I have come up with a basic internal pipe oar tower design, but it is not yet proven(havent had time to run it down the river yet). It is very similar to rowframe's design, and uses a hollaender cross fitting like DRE/Clavey. I would stay away from NRS towers. They are heavy, not adjustable, and have a propensity to rotate if not very tight. I like Clavey's towers, but DRE/AAA/rowframe(Gary) all have good designs as well. I would go with one of these Hollaender-based tower designs. If you want the best go with some wildgoose engineering towers. Make sure to pin the corners of your frame, as well as your footbar so it doesn't rotate(if you decide to use one). Using a jig and/or a drill press will help you drill your fittings more accurately. I only use seats on catboats and sit on plywood decks covering drop-bag bays on my gear boat. I am thinking about making new decks from HDPE to save on weight. I too run 88 inch rails and have 3 - 18 inch bays(2 drop, 1 cooler) plus cockpit, and have ample room. I slide everything forward for weight distribution and to make more room in the stern for gear. I have heard good things about the new NRS aluminum oar locks. I cut decks to run on either side of the cooler for: centering the cooler, walking on the boat, avoiding entrapment, strapping water jugs.


----------



## caseybailey (Mar 11, 2008)

mdconner said:


> Rowframe.com never returns emails or phone calls


Conner is a liar. I've had Gary return both calls and emails. Maybe liar is a bit hard. Over-exaggerater? Generalizationer?


----------



## constructeur (Feb 27, 2012)

caseybailey said:


> Conner is a liar. I've had Gary return both calls and emails. Maybe liar is a bit hard. Over-exaggerater? Generalizationer?


I had a hard time getting a hold of the G man recently as well. I think it's because he's a busy dude doing the 9-5, etc, so no big deal to me.


----------



## JerkmyBait (Jun 14, 2011)

Another thing to think about, with 4 more tees and 2 more long pieces you could have a double rail frame.

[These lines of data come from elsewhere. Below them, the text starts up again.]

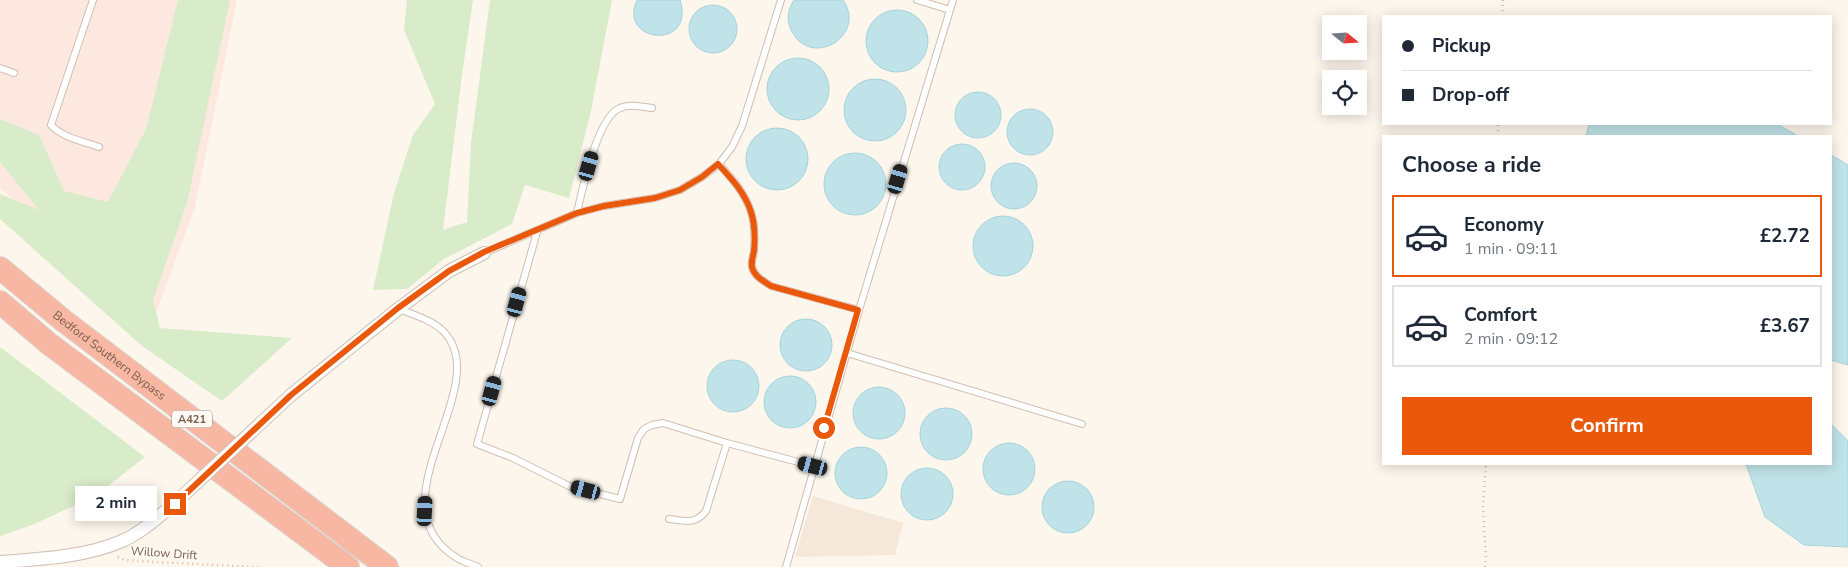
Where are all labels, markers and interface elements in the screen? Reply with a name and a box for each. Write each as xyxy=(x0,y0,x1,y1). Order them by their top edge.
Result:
north arrow xyxy=(1322,15,1368,60)
map controls xyxy=(1322,15,1367,115)
text: Pickup xyxy=(1432,33,1491,59)
button: locate xyxy=(1322,70,1367,115)
text: Drop-off xyxy=(1432,82,1509,108)
car xyxy=(577,150,600,182)
text: Choose a ride xyxy=(1402,150,1541,180)
car xyxy=(886,162,909,196)
text: Economy xyxy=(1464,212,1544,238)
icon: car xyxy=(1404,214,1449,259)
text: £2.72 xyxy=(1760,223,1810,249)
text: 1 min · 09:11 xyxy=(1464,238,1558,260)
car xyxy=(505,286,528,318)
text: Comfort xyxy=(1464,302,1537,328)
icon: car xyxy=(1404,304,1449,349)
street label: Bedford Southern Bypass xyxy=(50,307,169,404)
text: £3.67 xyxy=(1760,313,1810,339)
text: 2 min · 09:12 xyxy=(1464,328,1558,350)
car xyxy=(480,375,503,407)
button: Confirm xyxy=(1402,397,1812,455)
road number: A421 xyxy=(172,410,212,428)
route start xyxy=(813,417,835,439)
car xyxy=(796,455,829,477)
car xyxy=(569,479,602,501)
callout: 2 min xyxy=(75,486,158,522)
text: 2 min xyxy=(95,492,137,514)
route end xyxy=(164,493,186,515)
car xyxy=(416,496,433,526)
street label: Willow Drift xyxy=(130,543,199,563)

The crossbars would be shorter and it wouldn't cost much more. Just an idea.


----------



## ciggyboy (Mar 7, 2008)

If your phyc'd about your new 16' rubber then you should do a sweet frame since your rig is only as sweet as the rubber + the frame. With that size boat do yourself a favor and put a 4 bay frame on, get a flip seat to go over the cooler, and a pacific river clam shell bag for the stern. Trying to save a few hundred bucks on your frame sure wont seem so sweet when your spending 3 of the best weeks of your life living on the Grand and hassling everyday with a cheaper frame set up (or the MF for that matter) . Pony up for side boards or a double rail diamond plate too - I'tl be the best money spent!

DRE sells fittings that fit NRS size pipe so you can get their oar tower set ups extra tall and cut them down to size. Lots of 16' setups have 10"+ towers and the NRS max out at 8" which is a big difference. I think DRE has 12" towers you can order. 

Without the anadiozing your boat will be an uncleanable mess in no time too.

Hope my 2cents helpd out - Post some pics of what you build!


----------



## Big Da (Mar 8, 2006)

Call Riverboat Works in Salida.


----------